◆ **The problem**:
Return only those lines of the records below in which "tools" appears.

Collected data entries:

════

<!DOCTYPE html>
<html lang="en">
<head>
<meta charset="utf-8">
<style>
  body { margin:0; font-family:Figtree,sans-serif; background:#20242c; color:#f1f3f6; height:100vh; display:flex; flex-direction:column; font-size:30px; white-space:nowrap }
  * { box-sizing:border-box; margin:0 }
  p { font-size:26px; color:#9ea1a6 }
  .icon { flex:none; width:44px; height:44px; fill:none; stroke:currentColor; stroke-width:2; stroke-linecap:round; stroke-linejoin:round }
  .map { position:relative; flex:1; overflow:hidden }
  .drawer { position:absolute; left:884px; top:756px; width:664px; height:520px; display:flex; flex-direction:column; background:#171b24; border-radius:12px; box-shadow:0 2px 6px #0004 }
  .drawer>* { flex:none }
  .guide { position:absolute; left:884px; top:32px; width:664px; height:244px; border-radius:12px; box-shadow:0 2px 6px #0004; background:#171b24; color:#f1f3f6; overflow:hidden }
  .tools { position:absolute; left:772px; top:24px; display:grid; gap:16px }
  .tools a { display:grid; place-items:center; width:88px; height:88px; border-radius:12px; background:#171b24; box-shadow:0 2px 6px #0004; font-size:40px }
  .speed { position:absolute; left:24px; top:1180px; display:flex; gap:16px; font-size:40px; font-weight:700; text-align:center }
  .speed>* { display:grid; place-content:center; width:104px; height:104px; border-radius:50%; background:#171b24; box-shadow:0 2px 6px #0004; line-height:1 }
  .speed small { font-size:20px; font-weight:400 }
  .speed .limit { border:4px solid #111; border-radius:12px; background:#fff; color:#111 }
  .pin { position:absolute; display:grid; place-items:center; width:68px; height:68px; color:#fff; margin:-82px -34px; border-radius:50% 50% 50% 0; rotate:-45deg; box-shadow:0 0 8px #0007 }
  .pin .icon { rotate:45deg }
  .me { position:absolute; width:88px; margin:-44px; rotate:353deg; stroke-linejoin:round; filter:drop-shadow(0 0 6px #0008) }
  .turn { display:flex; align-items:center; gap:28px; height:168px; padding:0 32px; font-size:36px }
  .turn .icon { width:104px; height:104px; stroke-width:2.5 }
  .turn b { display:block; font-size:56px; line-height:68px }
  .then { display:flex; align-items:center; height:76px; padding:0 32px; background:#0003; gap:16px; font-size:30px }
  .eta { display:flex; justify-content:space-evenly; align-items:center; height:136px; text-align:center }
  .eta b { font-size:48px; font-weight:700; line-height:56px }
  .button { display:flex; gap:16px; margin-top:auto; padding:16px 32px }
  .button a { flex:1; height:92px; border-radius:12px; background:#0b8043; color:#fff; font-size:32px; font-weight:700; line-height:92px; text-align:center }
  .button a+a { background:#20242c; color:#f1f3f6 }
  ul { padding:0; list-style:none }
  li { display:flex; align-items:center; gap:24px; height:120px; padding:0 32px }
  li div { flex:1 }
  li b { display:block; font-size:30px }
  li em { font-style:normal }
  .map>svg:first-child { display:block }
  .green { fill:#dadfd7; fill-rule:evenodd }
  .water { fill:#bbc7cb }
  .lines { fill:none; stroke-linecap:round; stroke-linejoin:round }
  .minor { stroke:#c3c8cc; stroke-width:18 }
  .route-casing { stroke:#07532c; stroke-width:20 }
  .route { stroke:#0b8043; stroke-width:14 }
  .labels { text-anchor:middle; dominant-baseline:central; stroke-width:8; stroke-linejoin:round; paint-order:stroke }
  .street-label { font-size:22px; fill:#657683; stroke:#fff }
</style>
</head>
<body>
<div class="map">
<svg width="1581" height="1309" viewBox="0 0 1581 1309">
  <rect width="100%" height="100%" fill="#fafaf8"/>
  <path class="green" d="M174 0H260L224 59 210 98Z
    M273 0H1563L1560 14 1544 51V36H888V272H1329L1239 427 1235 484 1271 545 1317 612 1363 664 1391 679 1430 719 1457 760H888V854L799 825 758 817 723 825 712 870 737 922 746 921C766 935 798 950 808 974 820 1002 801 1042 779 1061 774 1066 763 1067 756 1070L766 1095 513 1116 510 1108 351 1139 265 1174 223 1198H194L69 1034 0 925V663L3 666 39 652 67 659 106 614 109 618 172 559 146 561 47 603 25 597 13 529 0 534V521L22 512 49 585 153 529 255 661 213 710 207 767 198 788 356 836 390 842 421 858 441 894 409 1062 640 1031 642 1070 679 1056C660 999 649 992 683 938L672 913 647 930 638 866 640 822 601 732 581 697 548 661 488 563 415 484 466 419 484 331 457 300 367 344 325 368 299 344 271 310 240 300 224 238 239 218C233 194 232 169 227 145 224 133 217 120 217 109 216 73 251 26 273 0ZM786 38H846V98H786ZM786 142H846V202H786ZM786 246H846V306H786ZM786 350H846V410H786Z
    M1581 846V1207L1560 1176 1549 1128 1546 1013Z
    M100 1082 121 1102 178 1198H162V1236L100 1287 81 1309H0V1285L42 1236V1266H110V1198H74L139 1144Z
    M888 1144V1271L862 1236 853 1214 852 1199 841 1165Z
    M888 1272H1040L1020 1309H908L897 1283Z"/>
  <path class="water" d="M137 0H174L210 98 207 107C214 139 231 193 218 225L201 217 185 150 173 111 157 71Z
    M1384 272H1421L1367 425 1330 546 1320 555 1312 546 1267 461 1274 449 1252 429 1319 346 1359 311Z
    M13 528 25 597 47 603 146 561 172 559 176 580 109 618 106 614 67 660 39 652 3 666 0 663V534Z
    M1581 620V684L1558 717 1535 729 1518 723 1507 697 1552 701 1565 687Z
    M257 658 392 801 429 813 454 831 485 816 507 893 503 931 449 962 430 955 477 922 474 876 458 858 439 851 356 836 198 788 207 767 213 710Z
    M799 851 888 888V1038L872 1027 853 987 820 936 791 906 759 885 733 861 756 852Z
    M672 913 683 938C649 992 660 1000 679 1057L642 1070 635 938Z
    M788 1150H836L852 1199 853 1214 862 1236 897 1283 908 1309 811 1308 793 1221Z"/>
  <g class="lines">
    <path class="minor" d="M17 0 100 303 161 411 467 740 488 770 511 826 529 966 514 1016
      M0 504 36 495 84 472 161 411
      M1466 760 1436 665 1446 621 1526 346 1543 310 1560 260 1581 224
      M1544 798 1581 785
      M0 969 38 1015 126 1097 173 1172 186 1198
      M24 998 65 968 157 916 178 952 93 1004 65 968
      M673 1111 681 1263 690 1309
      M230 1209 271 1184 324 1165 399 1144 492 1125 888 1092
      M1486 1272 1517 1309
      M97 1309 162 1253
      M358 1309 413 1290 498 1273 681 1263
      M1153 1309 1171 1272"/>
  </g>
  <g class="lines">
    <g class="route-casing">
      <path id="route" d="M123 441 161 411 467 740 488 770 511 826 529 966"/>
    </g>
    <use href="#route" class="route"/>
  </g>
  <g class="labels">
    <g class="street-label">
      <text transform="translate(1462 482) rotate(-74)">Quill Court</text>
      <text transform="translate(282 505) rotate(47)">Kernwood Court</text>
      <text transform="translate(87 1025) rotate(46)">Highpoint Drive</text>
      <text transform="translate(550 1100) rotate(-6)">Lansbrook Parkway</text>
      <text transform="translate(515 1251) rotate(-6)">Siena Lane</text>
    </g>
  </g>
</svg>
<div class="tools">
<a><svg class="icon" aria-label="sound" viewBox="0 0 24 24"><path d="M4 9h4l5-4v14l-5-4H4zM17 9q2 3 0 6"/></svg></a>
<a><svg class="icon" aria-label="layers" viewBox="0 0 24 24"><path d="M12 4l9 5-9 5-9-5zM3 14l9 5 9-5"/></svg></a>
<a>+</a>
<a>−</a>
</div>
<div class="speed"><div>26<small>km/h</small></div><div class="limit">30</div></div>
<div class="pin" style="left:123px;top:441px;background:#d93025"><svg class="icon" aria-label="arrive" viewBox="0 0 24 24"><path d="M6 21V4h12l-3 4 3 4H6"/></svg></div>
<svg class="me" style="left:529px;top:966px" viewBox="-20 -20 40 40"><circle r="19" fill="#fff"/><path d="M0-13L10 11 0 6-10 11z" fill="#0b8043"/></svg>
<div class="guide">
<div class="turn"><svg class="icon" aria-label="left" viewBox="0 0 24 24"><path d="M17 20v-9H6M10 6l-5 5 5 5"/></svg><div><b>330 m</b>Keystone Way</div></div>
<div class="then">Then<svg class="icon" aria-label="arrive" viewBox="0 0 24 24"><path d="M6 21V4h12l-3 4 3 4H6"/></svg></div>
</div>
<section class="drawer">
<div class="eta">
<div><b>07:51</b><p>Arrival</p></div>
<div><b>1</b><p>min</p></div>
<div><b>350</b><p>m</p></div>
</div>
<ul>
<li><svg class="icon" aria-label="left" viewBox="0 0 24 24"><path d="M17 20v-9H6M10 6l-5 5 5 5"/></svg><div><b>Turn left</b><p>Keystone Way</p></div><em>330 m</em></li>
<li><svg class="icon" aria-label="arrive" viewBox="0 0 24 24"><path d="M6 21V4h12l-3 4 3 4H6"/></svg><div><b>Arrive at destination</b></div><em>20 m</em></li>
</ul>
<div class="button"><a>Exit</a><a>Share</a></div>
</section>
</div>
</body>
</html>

════

◆ **Reply to the task**:
  .tools { position:absolute; left:772px; top:24px; display:grid; gap:16px }
  .tools a { display:grid; place-items:center; width:88px; height:88px; border-radius:12px; background:#171b24; box-shadow:0 2px 6px #0004; font-size:40px }
<div class="tools">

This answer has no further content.